**WHAT YOU NEED TO DO:**
Beginning with the first entry, restate the data word for word and leave out the images.

**RECORDS SHOWN:**
"""

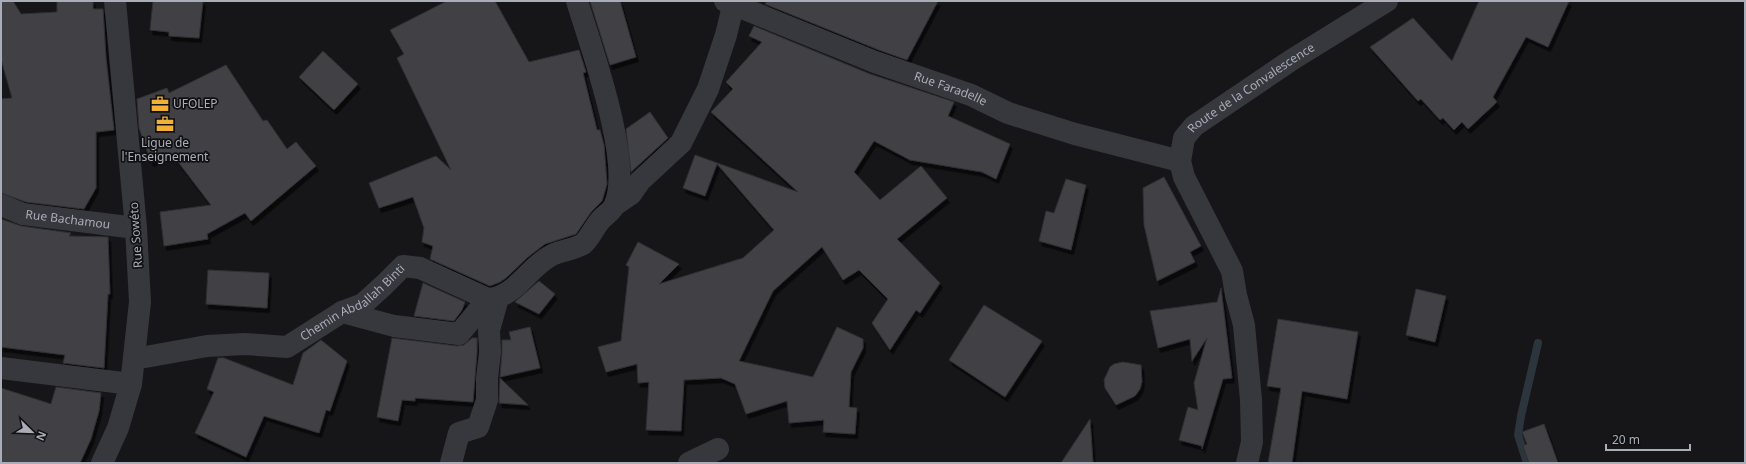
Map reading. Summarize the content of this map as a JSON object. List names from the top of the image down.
{
  "streets": {
    "street": [
      "Rue Faradelle",
      "Route de la Convalescence",
      "Rue Bachamou",
      "Rue Sowéto",
      "Chemin Abdallah Binti"
    ]
  },
  "crossings": [
    ["Rue Faradelle", "Route de la Convalescence"],
    ["Rue Bachamou", "Rue Sowéto"],
    ["Rue Sowéto", "Chemin Abdallah Binti"]
  ],
  "places": {
    "office": ["UFOLEP", "Ligue de l'Enseignement"]
  },
  "scale_bar": "20 m",
  "north": "bottom right"
}
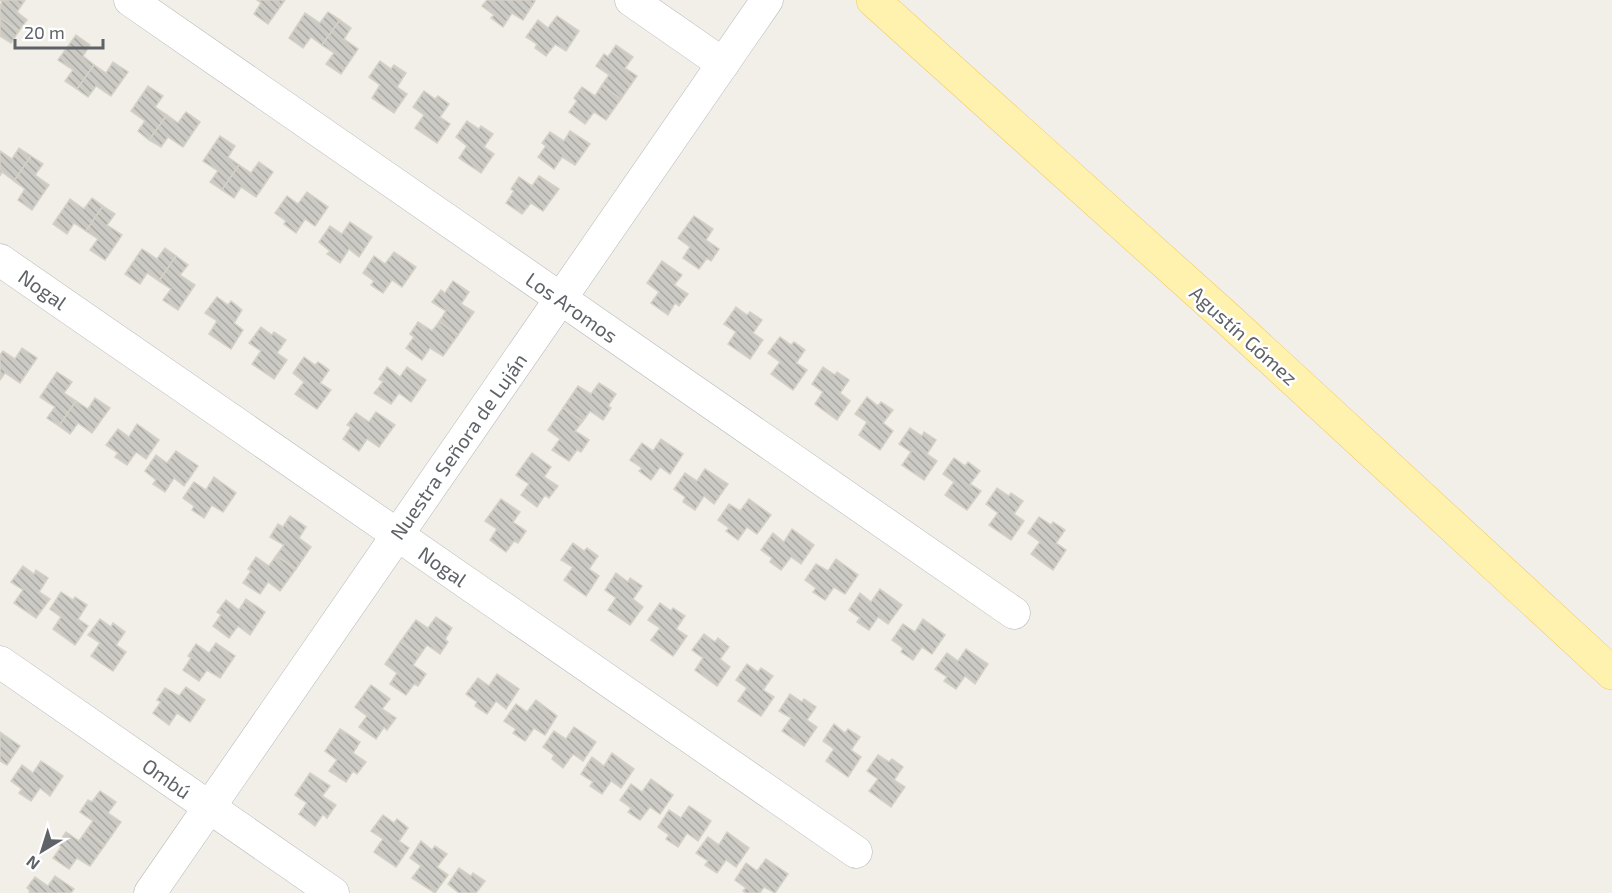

"""

**RESPONSE TO THE EXERCISE:**
Map reading. Summarize the content of this map as a JSON object. List names from the top of the image down.
{
  "streets": {
    "street": [
      "Rue Faradelle",
      "Route de la Convalescence",
      "Rue Bachamou",
      "Rue Sowéto",
      "Chemin Abdallah Binti"
    ]
  },
  "crossings": [
    ["Rue Faradelle", "Route de la Convalescence"],
    ["Rue Bachamou", "Rue Sowéto"],
    ["Rue Sowéto", "Chemin Abdallah Binti"]
  ],
  "places": {
    "office": ["UFOLEP", "Ligue de l'Enseignement"]
  },
  "scale_bar": "20 m",
  "north": "bottom right"
}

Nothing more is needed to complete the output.